URL-based detection is preferred. It is a proactive and secure strategy for the detecting machines because it can detect malicious URLs prior to the user visiting them. This makes URL-based detection the preferred method.

The classification of malicious URLs to identify attack types is significant since it might indicate the direction and necessity of network security measures. For instance, defaced URLs may require a faster response than spam URLs due to credential breaches. In addition, spamming may be easier to overlook; malware infestation requires quick action. Identifying and classifying URLs that lead to dangerous websites is a significant problem with real-world implications. It is possible for a business to protect itself with a machine learning model by blocking incoming emails and employee websites based on harmful URLs.
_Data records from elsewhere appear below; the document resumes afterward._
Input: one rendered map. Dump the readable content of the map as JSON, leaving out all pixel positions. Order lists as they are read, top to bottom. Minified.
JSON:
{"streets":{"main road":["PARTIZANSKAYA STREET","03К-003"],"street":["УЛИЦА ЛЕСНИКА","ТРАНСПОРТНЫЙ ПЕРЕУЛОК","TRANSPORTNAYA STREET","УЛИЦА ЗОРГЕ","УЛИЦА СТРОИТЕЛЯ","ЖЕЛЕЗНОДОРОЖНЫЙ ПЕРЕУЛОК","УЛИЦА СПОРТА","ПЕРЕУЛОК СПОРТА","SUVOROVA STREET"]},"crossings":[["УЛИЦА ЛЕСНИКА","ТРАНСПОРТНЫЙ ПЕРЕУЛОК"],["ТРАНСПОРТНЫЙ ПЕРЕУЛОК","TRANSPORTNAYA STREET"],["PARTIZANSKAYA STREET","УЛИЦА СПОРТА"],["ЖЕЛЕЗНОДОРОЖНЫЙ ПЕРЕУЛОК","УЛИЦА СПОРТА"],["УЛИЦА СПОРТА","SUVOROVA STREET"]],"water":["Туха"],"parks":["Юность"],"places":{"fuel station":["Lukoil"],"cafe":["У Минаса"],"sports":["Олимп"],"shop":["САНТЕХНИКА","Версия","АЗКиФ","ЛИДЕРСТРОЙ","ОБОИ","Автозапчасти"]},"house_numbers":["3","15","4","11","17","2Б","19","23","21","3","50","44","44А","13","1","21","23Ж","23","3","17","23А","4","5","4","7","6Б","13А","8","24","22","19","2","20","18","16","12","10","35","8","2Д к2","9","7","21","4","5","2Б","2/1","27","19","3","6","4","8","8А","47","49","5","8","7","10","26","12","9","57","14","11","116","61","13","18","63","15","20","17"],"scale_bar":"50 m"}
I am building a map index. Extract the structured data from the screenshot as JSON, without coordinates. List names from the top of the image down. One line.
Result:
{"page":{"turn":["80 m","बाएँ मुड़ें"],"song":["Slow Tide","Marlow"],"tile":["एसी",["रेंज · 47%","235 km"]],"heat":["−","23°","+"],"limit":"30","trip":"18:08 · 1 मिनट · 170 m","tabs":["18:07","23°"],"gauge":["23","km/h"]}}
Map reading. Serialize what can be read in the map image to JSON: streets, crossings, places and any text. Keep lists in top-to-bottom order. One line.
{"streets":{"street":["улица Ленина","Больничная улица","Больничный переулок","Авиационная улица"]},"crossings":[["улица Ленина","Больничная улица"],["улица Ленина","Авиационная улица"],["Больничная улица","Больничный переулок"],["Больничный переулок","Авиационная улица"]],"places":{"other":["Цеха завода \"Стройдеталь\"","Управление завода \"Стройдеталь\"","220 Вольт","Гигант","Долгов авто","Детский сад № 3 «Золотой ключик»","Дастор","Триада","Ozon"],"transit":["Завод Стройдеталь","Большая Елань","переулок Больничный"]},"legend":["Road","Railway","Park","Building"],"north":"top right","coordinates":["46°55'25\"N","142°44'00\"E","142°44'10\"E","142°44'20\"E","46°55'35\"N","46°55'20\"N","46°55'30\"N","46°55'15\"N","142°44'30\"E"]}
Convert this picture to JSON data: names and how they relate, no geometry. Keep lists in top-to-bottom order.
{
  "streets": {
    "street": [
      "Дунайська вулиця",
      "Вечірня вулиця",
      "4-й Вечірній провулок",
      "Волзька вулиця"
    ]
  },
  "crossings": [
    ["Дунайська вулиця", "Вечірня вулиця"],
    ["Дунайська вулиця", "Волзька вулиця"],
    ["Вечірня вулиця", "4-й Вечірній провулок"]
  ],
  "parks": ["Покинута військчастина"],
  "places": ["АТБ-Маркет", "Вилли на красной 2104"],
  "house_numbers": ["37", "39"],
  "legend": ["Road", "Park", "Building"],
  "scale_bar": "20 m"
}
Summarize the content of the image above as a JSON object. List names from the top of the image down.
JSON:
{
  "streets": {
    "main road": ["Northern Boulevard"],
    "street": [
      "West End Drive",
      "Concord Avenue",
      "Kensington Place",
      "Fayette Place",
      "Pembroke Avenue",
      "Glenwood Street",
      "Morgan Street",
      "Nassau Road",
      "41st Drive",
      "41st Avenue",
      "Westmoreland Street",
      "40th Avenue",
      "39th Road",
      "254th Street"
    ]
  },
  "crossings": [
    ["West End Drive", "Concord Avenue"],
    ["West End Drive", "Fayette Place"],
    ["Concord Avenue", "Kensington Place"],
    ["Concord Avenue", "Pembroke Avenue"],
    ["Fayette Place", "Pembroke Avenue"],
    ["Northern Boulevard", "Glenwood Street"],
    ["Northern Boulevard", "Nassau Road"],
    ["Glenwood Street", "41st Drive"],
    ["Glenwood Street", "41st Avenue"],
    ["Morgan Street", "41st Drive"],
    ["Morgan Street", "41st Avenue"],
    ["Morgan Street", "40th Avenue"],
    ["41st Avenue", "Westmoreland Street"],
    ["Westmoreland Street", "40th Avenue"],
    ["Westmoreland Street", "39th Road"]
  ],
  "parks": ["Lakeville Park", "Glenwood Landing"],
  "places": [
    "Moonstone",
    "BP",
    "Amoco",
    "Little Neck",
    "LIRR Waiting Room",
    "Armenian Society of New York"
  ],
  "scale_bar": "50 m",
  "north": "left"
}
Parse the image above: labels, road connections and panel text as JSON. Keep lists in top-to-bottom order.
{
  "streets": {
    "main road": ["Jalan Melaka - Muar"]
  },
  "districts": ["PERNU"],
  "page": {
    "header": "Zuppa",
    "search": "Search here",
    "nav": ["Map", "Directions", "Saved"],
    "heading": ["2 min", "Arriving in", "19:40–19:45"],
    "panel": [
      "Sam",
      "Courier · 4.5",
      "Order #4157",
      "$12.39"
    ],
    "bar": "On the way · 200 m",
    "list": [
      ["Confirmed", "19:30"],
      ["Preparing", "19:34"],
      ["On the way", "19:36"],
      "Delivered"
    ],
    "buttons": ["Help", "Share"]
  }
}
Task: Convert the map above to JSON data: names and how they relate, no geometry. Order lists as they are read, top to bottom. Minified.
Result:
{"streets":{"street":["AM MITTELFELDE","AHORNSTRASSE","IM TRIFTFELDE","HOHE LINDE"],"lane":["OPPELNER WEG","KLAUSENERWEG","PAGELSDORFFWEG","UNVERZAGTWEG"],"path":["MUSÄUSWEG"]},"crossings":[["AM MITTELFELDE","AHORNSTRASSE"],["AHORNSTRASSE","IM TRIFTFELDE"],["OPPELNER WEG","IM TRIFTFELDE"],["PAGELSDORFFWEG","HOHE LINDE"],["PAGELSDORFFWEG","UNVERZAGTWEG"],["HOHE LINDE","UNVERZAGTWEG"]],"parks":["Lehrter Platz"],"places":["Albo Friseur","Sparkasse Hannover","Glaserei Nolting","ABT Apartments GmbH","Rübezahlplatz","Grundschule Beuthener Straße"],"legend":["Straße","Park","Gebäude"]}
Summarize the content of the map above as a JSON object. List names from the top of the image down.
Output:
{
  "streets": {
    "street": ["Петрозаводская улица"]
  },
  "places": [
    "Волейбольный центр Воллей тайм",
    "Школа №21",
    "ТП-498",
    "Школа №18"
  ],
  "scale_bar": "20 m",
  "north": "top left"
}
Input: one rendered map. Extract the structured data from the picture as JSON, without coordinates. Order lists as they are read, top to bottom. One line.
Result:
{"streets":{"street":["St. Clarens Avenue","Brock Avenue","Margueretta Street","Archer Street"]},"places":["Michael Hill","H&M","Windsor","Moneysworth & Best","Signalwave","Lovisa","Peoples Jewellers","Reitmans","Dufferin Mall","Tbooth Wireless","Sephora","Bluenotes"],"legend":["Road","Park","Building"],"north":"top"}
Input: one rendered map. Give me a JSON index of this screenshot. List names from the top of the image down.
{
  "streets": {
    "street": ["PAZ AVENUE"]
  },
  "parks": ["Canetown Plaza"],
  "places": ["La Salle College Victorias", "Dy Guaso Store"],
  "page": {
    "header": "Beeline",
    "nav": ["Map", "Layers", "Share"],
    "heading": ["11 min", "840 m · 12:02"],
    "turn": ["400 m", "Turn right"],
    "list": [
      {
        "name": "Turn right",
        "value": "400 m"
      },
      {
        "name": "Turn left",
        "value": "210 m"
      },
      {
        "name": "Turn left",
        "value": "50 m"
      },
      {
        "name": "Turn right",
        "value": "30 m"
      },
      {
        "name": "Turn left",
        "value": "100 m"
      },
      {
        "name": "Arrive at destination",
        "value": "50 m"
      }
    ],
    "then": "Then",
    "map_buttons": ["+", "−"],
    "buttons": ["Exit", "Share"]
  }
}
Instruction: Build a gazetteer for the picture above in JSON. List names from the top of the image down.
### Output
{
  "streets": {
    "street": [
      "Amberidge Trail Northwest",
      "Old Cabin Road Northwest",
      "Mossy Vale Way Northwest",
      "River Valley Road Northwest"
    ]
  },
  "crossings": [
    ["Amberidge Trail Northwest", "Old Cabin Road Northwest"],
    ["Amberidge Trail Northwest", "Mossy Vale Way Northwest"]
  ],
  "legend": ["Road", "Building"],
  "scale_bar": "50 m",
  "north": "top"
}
In addition, the identification and classification of malicious URLs are further effective for real-time threat detection and applications with limited resources, such as mobile and Internet of Things (IoT) devices.

Consequently, in this paper, an intelligent Identification and Classification System for Malicious URLs is proposed. One of the main goals of this system is to detect malicious URLs and identify attack types of malicious URLs attempt to launch including benign phishing, spam, malware, and defacement. Therefore, this system performs two tasks: The first challenge involves binary classification, whereas the second involves multi-label classification. The dataset includes information from five distinct URL categories, which are as follows:

  • Benign: trustworthy websites that offer specific services and include no potentially hazardous data or information.

  • Phishing: the act of a website pretending to be a reliable entity in an electronic connection to get information, personal information like usernames, passwords, and credit card numbers.

  • Malware is defined as software created to interfere with, damage, steal confidential data, or gain unauthorized access to a computer system.

  • Defacement is a form of online vandalism that occurs when an unauthorized person modifies the appearance of a website by using various ways.

  • Spam is the dissemination of uninvited and irrelevant content for advertising, phishing, malware distribution, etc.

2 Literature review

Several studies are given on how to find malicious URLs and keep users from falling victim to an attack. This study examines URL-based detection solutions and summarizes studies that examine malicious URLs. In addition, several patterns observed in the literature and research gaps will be explored.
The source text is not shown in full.